Aim of the exercise:
Please return the lines of the data that contain "stream".

The data:
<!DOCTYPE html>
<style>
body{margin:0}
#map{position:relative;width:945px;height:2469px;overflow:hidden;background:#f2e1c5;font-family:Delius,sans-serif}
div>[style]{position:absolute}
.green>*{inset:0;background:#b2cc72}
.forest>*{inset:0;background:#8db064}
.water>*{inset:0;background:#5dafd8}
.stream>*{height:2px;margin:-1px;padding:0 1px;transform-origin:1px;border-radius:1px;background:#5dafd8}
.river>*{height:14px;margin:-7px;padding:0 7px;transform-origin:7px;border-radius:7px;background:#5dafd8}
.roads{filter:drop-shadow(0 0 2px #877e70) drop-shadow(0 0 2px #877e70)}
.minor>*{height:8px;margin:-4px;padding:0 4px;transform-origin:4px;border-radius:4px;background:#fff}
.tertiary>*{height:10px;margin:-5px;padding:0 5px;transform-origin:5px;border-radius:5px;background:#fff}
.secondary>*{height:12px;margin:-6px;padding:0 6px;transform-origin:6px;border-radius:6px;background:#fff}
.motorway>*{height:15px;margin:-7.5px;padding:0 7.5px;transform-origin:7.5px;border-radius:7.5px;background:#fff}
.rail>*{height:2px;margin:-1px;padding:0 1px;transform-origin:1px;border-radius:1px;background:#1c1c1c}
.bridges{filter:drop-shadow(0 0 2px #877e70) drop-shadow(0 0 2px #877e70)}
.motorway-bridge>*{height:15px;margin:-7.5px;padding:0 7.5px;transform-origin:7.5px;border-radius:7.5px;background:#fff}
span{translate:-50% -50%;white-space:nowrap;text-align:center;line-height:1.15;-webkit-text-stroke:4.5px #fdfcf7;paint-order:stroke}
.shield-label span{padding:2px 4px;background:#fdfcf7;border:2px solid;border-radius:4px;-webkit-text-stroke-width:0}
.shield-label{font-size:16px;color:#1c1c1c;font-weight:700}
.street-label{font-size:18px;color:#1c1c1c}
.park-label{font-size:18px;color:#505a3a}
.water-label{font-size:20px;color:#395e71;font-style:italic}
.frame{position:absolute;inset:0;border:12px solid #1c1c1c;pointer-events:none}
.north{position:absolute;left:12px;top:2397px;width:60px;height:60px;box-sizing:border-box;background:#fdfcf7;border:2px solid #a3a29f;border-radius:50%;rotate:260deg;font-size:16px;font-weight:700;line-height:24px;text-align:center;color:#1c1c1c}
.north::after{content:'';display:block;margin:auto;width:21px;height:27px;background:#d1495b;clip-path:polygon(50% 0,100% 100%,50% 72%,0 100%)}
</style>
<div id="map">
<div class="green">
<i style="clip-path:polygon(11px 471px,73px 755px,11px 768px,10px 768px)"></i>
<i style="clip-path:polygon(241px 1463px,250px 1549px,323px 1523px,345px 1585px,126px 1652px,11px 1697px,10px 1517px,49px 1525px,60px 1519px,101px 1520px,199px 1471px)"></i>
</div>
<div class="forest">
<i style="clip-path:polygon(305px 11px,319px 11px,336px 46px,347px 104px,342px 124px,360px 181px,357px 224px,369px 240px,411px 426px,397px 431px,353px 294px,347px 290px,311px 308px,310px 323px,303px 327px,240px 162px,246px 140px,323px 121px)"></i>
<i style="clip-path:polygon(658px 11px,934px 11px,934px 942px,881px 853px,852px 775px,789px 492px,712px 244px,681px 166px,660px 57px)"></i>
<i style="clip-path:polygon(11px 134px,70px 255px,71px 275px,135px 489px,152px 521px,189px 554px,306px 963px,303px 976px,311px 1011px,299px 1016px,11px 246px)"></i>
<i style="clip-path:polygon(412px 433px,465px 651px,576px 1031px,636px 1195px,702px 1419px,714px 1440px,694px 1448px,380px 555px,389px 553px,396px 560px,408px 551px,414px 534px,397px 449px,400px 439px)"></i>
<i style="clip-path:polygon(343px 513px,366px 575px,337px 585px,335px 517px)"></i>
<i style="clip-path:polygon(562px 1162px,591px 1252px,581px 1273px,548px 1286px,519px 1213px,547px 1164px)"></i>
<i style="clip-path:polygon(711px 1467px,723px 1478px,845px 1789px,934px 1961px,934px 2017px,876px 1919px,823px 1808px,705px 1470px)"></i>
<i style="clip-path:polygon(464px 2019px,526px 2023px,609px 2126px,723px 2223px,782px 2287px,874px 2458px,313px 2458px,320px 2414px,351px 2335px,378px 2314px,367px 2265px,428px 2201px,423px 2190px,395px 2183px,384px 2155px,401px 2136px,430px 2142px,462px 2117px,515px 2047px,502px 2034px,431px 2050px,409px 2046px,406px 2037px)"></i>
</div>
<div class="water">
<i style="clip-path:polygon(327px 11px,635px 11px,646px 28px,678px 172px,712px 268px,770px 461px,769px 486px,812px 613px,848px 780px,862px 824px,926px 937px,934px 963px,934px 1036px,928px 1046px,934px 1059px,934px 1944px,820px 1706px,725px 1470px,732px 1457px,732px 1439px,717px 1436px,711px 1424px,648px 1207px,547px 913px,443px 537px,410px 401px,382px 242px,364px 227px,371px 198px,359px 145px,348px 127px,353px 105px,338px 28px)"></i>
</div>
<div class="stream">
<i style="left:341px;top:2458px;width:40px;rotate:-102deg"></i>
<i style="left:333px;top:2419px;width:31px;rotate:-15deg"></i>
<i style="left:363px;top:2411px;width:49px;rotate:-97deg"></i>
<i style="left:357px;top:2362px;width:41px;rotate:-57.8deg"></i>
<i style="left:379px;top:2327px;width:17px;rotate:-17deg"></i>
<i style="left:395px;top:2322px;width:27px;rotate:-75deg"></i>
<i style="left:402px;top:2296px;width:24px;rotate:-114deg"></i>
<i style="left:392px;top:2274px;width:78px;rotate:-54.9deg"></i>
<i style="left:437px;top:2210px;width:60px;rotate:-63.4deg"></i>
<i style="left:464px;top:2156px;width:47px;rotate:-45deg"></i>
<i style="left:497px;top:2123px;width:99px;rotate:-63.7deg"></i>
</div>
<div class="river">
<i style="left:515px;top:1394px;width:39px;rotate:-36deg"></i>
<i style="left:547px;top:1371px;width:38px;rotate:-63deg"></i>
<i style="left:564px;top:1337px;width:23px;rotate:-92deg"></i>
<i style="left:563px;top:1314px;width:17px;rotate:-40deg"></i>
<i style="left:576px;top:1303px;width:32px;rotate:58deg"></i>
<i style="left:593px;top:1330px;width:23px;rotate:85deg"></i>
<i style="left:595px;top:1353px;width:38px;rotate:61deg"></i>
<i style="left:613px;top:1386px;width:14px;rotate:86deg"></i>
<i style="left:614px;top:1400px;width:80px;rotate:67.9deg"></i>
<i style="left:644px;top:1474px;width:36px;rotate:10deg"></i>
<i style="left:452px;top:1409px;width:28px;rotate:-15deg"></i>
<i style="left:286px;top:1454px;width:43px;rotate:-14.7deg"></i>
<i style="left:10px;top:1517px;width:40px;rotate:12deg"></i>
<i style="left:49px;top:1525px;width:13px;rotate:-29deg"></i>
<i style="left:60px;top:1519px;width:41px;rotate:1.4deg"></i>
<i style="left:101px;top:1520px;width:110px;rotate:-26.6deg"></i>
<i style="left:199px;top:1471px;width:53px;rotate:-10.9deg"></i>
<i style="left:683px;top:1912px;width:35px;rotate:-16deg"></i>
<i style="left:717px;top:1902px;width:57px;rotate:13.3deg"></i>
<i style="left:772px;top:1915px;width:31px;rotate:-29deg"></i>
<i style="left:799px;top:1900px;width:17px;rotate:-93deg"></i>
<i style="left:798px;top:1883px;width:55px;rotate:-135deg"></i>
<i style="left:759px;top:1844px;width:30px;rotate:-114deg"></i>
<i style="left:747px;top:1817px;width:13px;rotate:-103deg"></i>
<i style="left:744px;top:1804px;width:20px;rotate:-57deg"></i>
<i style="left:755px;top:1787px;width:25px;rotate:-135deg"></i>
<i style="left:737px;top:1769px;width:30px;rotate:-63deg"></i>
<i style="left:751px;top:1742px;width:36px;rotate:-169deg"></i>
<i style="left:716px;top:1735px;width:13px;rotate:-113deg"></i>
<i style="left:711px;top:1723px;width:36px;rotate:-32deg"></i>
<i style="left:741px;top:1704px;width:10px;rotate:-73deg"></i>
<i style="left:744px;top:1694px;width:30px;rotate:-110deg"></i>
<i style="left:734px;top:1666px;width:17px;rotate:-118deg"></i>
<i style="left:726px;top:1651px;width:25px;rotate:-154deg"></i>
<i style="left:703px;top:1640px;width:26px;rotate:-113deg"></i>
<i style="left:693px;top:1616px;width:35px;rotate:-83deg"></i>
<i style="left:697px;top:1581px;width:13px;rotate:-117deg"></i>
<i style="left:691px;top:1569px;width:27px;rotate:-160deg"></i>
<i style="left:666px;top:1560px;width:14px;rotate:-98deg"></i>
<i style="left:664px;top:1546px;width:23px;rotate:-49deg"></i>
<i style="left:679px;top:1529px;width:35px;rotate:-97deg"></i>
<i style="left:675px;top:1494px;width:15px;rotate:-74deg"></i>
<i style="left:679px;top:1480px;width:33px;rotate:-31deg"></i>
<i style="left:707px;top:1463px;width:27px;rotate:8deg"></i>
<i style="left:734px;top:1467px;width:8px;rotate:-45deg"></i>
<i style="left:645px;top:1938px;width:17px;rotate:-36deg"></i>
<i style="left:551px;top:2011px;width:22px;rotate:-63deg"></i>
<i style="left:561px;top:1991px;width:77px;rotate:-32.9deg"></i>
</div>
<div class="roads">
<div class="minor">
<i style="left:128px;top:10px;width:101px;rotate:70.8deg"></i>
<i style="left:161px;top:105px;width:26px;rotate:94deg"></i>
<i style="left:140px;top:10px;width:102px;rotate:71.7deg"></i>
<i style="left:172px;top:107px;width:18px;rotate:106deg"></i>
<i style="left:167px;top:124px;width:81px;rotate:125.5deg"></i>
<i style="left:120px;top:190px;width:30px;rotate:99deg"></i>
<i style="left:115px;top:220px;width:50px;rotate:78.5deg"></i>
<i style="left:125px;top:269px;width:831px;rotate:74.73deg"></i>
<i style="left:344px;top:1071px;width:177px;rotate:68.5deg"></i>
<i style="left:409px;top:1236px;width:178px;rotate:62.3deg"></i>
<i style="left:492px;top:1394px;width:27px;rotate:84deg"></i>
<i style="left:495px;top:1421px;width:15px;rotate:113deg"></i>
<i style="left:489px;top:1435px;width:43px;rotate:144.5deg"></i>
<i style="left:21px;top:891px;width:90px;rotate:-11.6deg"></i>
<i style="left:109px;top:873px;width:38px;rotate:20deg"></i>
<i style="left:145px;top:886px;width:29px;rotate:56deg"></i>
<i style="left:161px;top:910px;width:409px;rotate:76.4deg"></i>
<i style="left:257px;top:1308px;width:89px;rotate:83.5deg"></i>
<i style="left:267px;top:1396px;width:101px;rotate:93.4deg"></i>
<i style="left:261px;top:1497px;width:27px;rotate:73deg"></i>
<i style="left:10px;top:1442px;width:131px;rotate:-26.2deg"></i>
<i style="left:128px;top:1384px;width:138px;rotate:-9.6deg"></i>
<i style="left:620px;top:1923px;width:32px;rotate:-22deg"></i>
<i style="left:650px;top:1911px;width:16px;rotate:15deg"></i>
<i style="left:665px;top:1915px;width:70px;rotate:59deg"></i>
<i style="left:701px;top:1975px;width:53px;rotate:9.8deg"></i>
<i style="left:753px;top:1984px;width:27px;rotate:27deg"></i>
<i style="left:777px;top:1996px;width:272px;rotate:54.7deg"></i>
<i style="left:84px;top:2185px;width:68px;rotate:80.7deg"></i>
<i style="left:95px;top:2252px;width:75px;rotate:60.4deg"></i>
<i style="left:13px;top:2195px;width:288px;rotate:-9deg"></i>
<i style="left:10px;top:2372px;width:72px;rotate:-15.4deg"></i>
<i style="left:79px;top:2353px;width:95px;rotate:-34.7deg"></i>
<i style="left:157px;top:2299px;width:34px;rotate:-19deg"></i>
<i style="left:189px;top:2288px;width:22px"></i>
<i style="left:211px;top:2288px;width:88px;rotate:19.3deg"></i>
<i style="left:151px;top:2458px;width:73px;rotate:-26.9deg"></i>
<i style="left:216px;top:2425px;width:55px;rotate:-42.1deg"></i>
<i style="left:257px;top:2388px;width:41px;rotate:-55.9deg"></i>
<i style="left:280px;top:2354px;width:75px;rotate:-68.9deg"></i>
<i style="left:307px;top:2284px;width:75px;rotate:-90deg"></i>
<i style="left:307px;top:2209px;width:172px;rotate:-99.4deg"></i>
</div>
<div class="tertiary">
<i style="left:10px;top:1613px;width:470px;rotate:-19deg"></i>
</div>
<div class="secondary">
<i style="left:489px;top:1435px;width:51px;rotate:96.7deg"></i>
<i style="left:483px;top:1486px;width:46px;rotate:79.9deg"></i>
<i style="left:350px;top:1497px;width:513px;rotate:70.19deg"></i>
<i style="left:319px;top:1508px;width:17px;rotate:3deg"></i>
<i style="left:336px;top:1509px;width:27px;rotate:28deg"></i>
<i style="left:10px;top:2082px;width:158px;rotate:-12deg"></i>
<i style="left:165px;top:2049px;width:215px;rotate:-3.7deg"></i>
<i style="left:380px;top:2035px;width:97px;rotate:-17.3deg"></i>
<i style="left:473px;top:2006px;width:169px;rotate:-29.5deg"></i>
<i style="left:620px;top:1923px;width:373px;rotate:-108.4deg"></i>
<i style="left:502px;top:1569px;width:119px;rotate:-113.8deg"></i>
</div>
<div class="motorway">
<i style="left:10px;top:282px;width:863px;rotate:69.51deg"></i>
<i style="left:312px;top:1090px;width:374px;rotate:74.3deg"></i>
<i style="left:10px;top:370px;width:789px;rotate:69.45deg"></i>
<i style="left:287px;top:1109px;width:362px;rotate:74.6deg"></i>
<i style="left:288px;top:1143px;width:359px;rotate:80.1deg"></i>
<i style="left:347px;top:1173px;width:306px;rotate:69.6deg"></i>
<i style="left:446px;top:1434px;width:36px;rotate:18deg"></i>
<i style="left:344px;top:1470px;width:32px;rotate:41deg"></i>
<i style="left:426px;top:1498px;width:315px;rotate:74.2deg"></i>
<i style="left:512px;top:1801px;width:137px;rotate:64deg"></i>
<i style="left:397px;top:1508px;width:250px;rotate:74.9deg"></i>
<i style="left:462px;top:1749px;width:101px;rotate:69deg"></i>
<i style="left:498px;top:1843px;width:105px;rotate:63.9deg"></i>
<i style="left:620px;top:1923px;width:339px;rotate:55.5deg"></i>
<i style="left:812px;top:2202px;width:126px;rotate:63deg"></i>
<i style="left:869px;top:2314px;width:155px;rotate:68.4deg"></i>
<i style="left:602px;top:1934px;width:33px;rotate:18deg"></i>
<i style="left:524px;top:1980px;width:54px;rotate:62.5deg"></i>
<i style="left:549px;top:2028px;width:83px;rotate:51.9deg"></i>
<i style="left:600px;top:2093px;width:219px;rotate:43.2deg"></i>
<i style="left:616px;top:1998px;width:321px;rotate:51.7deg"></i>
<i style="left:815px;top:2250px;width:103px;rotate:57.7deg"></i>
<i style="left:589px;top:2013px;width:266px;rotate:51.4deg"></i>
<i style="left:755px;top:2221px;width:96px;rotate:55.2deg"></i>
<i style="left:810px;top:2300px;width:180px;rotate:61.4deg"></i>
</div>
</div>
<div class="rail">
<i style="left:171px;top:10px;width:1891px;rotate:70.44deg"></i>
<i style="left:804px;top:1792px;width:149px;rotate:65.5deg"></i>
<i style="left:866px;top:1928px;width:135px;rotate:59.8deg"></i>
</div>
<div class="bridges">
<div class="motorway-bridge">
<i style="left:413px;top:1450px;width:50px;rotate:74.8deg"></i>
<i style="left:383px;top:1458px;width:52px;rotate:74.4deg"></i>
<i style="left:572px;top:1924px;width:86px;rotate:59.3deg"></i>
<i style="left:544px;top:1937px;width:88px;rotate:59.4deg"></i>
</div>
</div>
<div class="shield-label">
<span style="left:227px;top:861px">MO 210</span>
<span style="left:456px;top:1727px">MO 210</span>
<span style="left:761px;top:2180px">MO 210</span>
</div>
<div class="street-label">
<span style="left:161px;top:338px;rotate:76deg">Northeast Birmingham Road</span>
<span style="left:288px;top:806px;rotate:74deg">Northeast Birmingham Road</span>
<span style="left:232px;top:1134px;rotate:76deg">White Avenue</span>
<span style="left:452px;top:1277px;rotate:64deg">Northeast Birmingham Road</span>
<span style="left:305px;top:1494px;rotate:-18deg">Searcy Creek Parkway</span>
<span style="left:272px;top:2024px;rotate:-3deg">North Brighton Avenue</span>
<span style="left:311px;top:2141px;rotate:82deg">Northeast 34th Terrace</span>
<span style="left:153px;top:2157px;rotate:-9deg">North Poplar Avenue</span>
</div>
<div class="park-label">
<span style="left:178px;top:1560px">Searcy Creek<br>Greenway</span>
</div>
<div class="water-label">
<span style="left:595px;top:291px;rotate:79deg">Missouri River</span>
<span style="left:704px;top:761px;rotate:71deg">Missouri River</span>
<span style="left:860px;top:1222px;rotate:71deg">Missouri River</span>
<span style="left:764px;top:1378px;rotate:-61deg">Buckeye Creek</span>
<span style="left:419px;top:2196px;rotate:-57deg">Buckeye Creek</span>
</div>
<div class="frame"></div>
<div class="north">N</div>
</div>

Task response:
.stream>*{height:2px;margin:-1px;padding:0 1px;transform-origin:1px;border-radius:1px;background:#5dafd8}
<div class="stream">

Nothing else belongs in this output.